# EXERCISE BRIEF
Find every line in the records below that holds the word "before", and copy each one.

Stored data entries:
━━━━━━━━
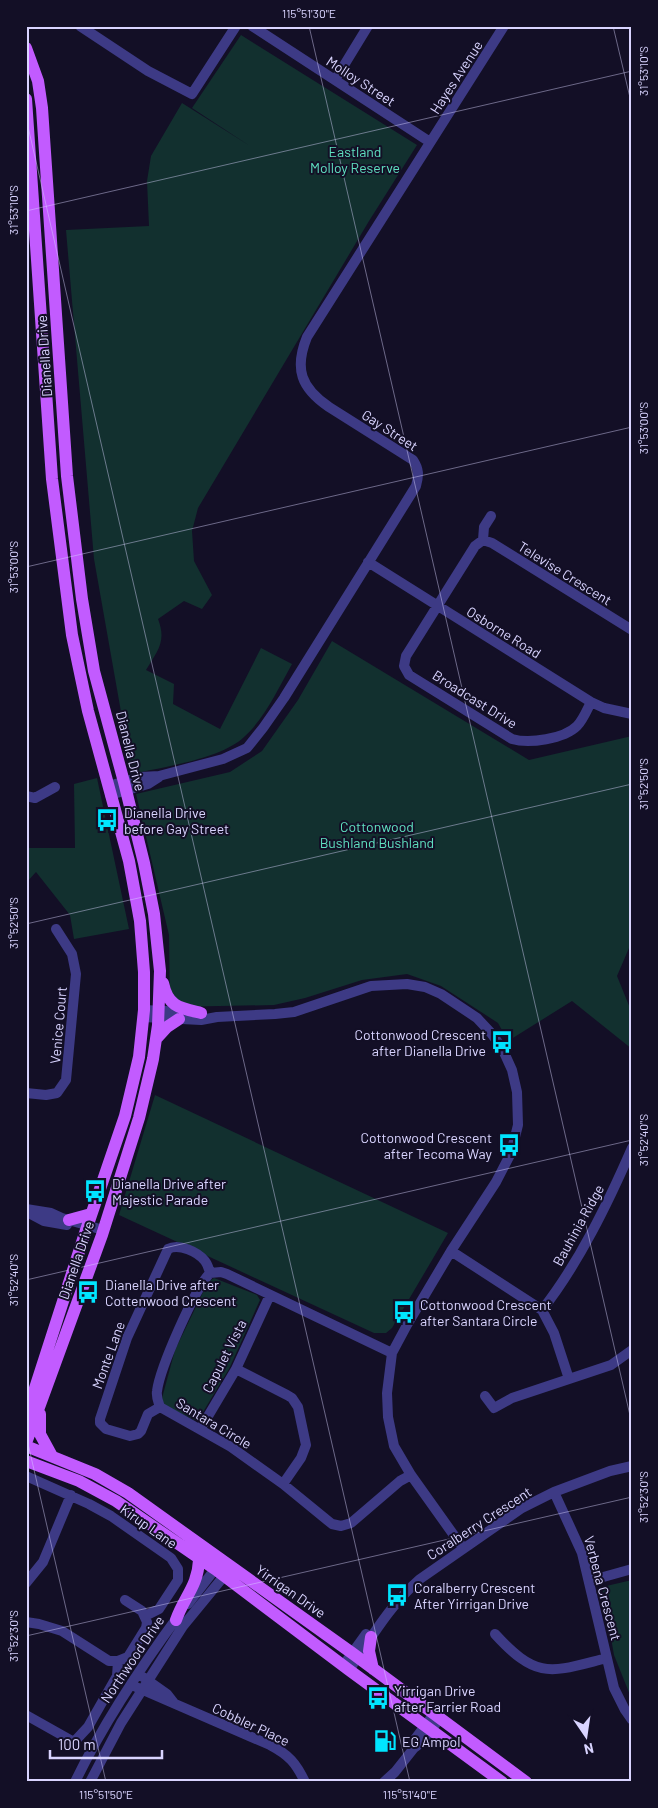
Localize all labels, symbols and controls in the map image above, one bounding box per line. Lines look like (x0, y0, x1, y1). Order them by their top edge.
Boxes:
text: 115°51'30"E (282, 6, 336, 20)
street label: Hayes Avenue (426, 37, 486, 117)
text: 31°53'10"S (636, 46, 650, 96)
street label: Molloy Street (323, 52, 399, 110)
park label: Eastland Molloy Reserve (310, 143, 400, 176)
text: 31°53'10"S (6, 185, 20, 235)
street label: Dianella Drive (33, 315, 55, 397)
text: 31°53'00"S (636, 402, 650, 454)
street label: Gay Street (359, 406, 421, 454)
street label: Televise Crescent (515, 537, 615, 609)
text: 31°53'00"S (6, 541, 20, 593)
street label: Osborne Road (464, 602, 544, 662)
street label: Broadcast Drive (430, 666, 520, 732)
street label: Dianella Drive (113, 709, 149, 793)
text: 31°52'50"S (636, 758, 650, 810)
place label: Dianella Drive before Gay Street (124, 804, 229, 837)
bus stop icon: Dianella Drive before Gay Street (94, 807, 120, 833)
park label: Cottonwood Bushland Bushland (320, 818, 434, 851)
text: 31°52'50"S (6, 897, 20, 949)
street label: Venice Court (46, 986, 70, 1064)
place label: Cottonwood Crescent after Dianella Drive (354, 1026, 486, 1059)
bus stop icon: Cottonwood Crescent after Dianella Drive (489, 1029, 515, 1055)
text: 31°52'40"S (636, 1114, 650, 1166)
place label: Cottonwood Crescent after Tecoma Way (360, 1129, 493, 1162)
bus stop icon: Cottonwood Crescent after Tecoma Way (496, 1132, 522, 1158)
place label: Dianella Drive after Majestic Parade (112, 1175, 226, 1208)
bus stop icon: Dianella Drive after Majestic Parade (82, 1178, 108, 1204)
street label: Bauhinia Ridge (549, 1181, 607, 1269)
street label: Dianella Drive (55, 1219, 97, 1301)
text: 31°52'40"S (6, 1254, 20, 1306)
place label: Dianella Drive after Cottenwood Crescent (105, 1276, 236, 1309)
bus stop icon: Dianella Drive after Cottenwood Crescent (75, 1279, 101, 1305)
place label: Cottonwood Crescent after Santara Circle (420, 1296, 552, 1329)
bus stop icon: Cottonwood Crescent after Santara Circle (391, 1299, 417, 1325)
street label: Capulet Vista (198, 1316, 250, 1396)
street label: Monte Lane (88, 1319, 128, 1391)
street label: Santara Circle (173, 1394, 255, 1452)
text: 31°52'30"S (636, 1471, 650, 1523)
street label: Coralberry Crescent (423, 1483, 535, 1563)
street label: Kirup Lane (117, 1500, 181, 1552)
street label: Verbena Crescent (581, 1534, 625, 1642)
street label: Yirrigan Drive (253, 1561, 329, 1621)
place label: Coralberry Crescent After Yirrigan Drive (414, 1579, 535, 1612)
bus stop icon: Coralberry Crescent After Yirrigan Drive (384, 1582, 410, 1608)
text: 31°52'30"S (6, 1610, 20, 1662)
street label: Northwood Drive (97, 1612, 167, 1706)
place label: Yirrigan Drive after Farrier Road (394, 1682, 501, 1715)
bus stop icon: Yirrigan Drive after Farrier Road (365, 1685, 391, 1711)
street label: Cobbler Place (210, 1699, 292, 1749)
north arrow (560, 1710, 610, 1760)
scale bar (50, 1728, 162, 1760)
fuel station icon: EG Ampol (372, 1728, 398, 1754)
place label: EG Ampol (402, 1733, 460, 1750)
text: 100 m (58, 1735, 96, 1753)
text: N (583, 1740, 595, 1758)
text: 115°51'50"E (79, 1787, 133, 1801)
text: 115°51'40"E (383, 1787, 437, 1801)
━━━━━━━━
# FINISHED TASK
place label: Dianella Drive before Gay Street (124, 804, 229, 837)
bus stop icon: Dianella Drive before Gay Street (94, 807, 120, 833)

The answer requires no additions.